2. People who don’t do their homework
This is actually my #1 long term peeve and one that I am growing increasingly intolerant of in my old age. If you are required to do a tiny wee bit of thinking or planning between sessions, and then expect everyone to wait while you do it at the start of the session, you are just being a tool. Level up your character, sort out your aspects, choose your spells, make your experience roll – whatever is needed, and then come to the game with a good, readable character sheet, the dice you need, a pencil, an understanding of any rules pertaining to your character, and a load of great ideas for the game. This is, in my opinion, the LEAST you should be doing. Because you know who doesn’t just drop everything and pick it up again at the start of the next session? The GM. And don’t give me that people have busy lives and can’t find the time to do this – no-one’s so busy that they cannot find 10 minutes in two weeks to choose a new spell.

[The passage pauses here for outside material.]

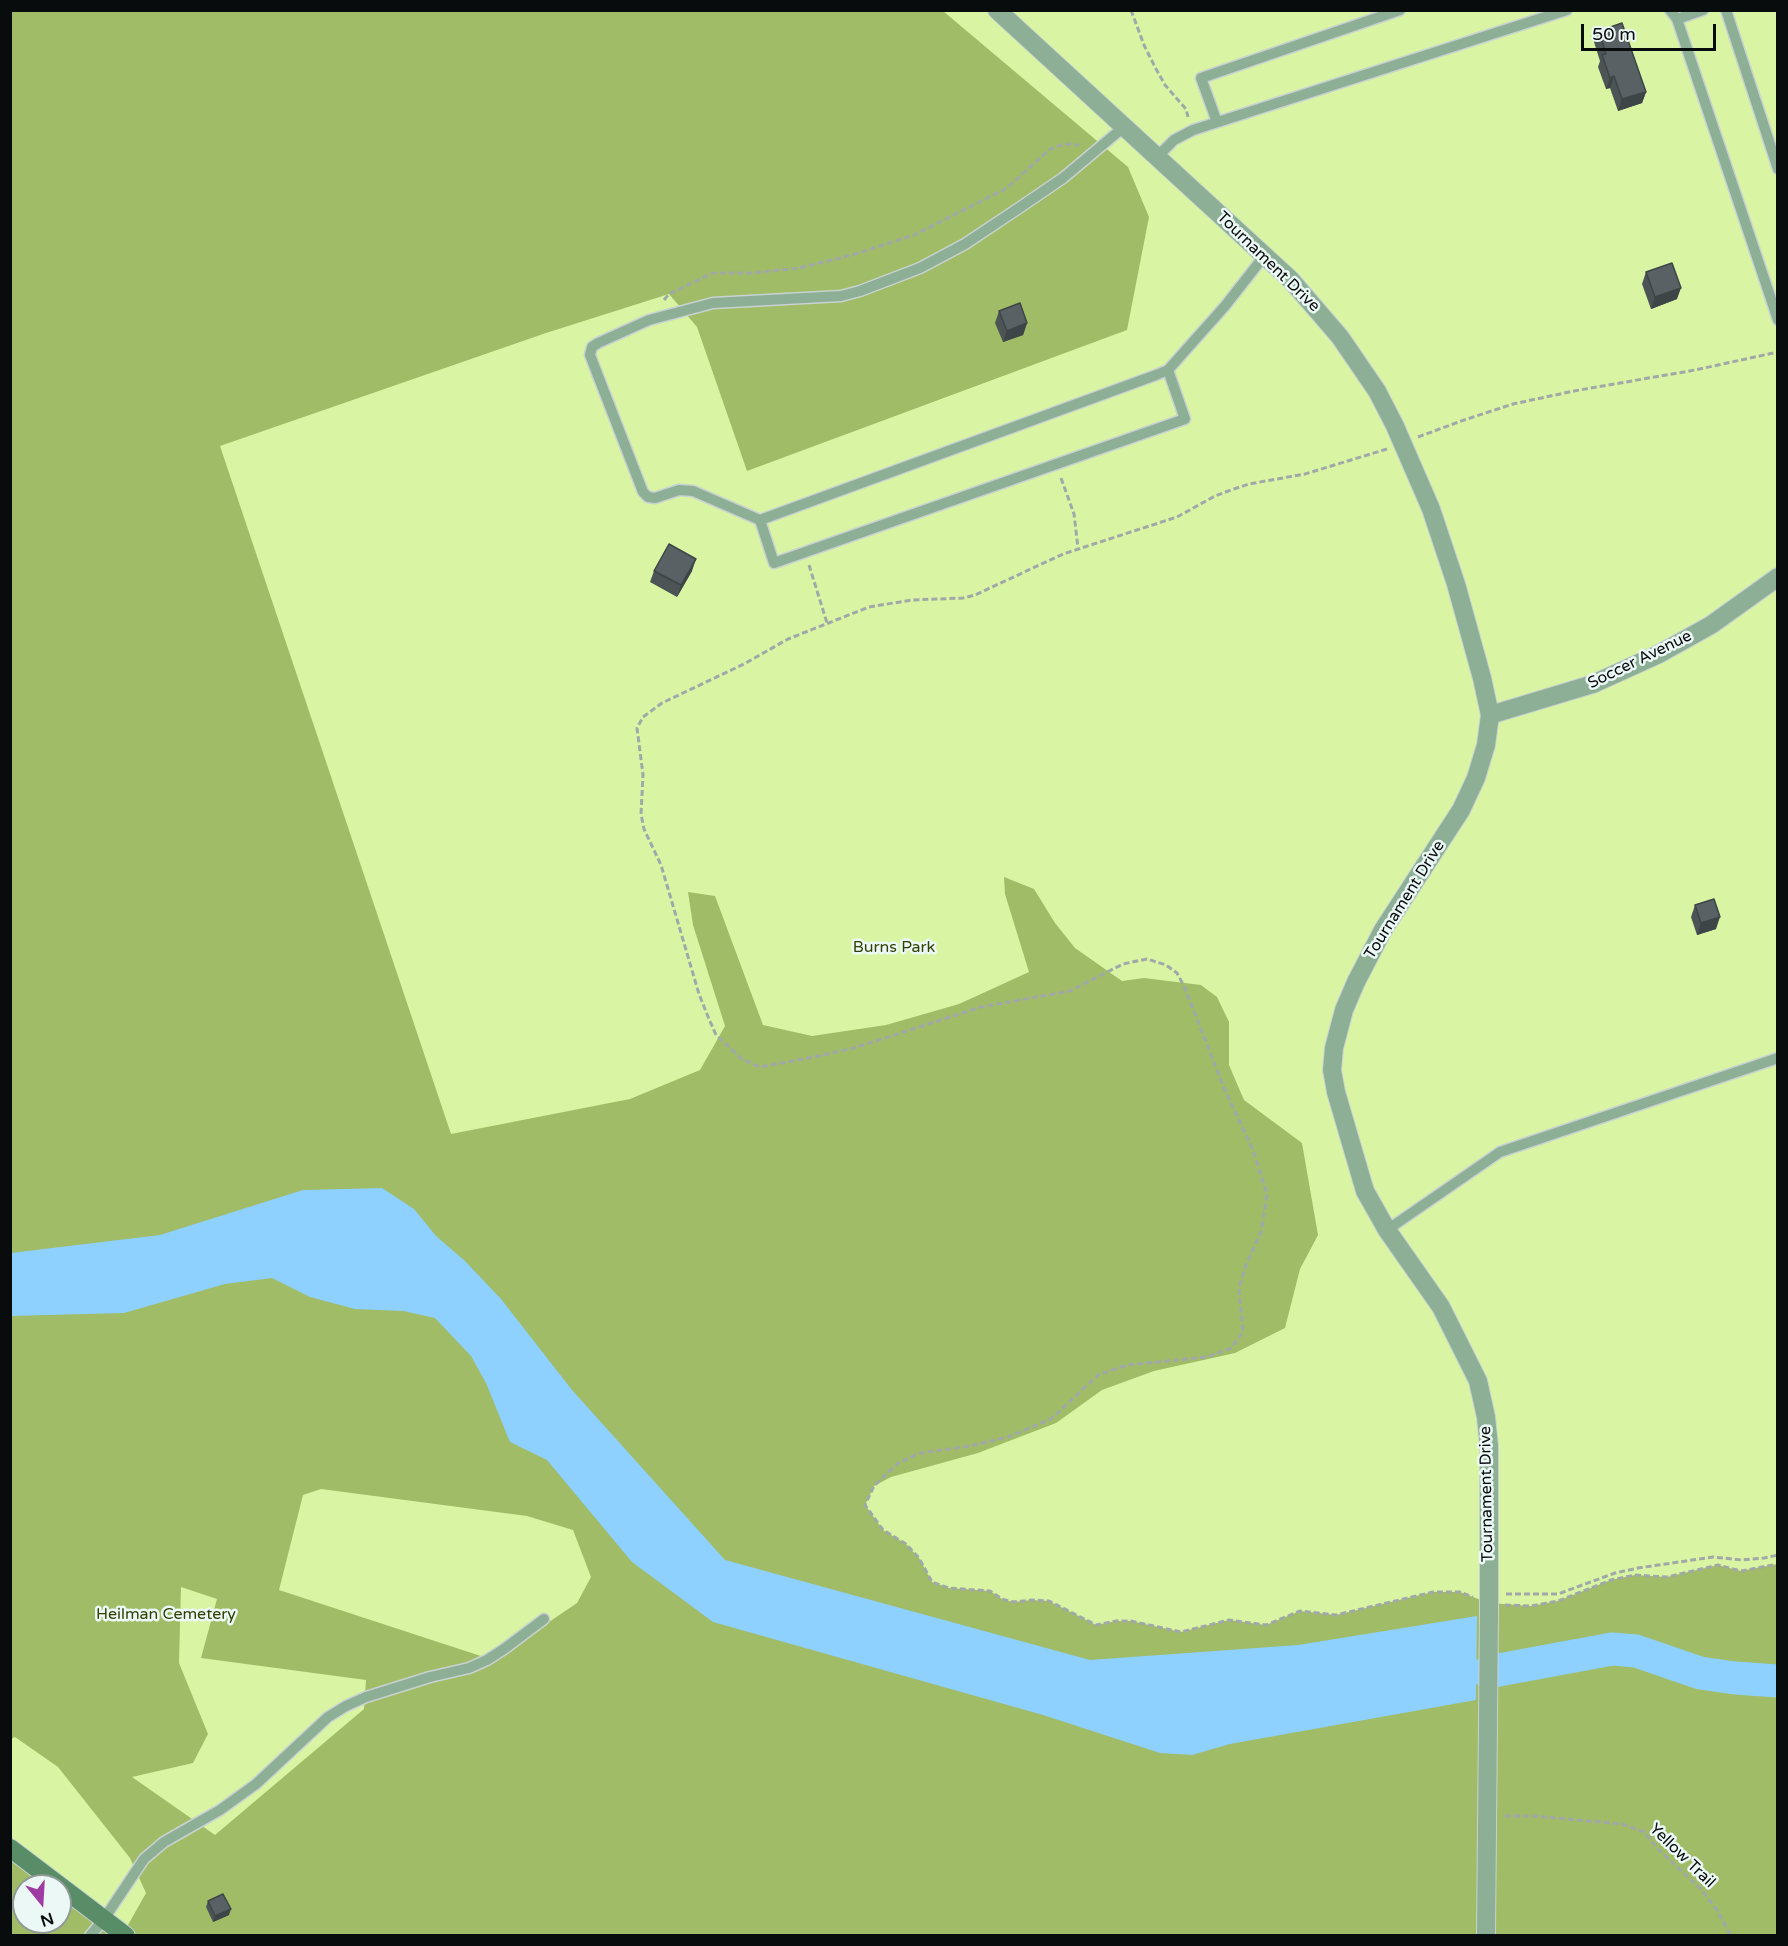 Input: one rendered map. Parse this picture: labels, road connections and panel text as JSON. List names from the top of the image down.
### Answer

Pull the other one…
3. The RPG Click Bait News Industry
It would be most gratifying if the RPG news sites could just be better at their job. But they are not, and many RPG news places are filled with grinding article factories that just fill the internet with absolute nonsense. Today I read an article that was getting all pearl clutching because the new D&D character sheet gathers the skills next to the related statistics, rather than in an alphabetical list. It went on for paragraph after paragraph, debating with itself about whether this was better for experienced players, but bad for new players. It’s the same energy as the people who said that Daggerheart was too maths heavy (this is me, laughing in 1980s FGU games), that the colour of a book cover is an abandonment of some ancient publishing tradition, or that a product has been ‘slated’ because one person on Twitter didn’t like it. It’s exhausting trying to filter the real news from the miasma of bullshit. Of course, RPGs are by no means the only hobby to face this – anyone who is a fan of football will no doubt be able to decipher headlines like ‘£25 million Newcastle player speaks out on possible £120k a week transfer target for old club’ with aplomb.
4. Dungeons and Dragons: The Obsession
Adjacent to the last one is the absolute obsession that people have with D&D, and its downfall. It’s comical because of the absolute lack of any internal consistency. For example, News – WotC lay off some staff? Reaction – let’s boycott D&D! Outcome – sales plummet, hurrah! Consequence? More staff are laid off… oops.
We have lived for DECADES with the death of roleplaying being constantly trailed on whatever communications medium was popular at the time, but just now, we have a burgeoning hobby thanks in no small part to the success of D&D. However, we cannot have success that crushes small press growth (looks at UK Games Expo this year and winces at the numbers…) or keeps people locked into the D&D bubble (because no one in history has ever branched out have they? Oh no, never) or is controlled by capitalist profiteers of evil corporations (if you think you’re winning the war against capitalism by getting someone to buy a pretend-elf game off itch.io then you need help, my friend…) or is becoming too ‘woke’ and needs to be protected (seriously, no one wants your protection, you asshats)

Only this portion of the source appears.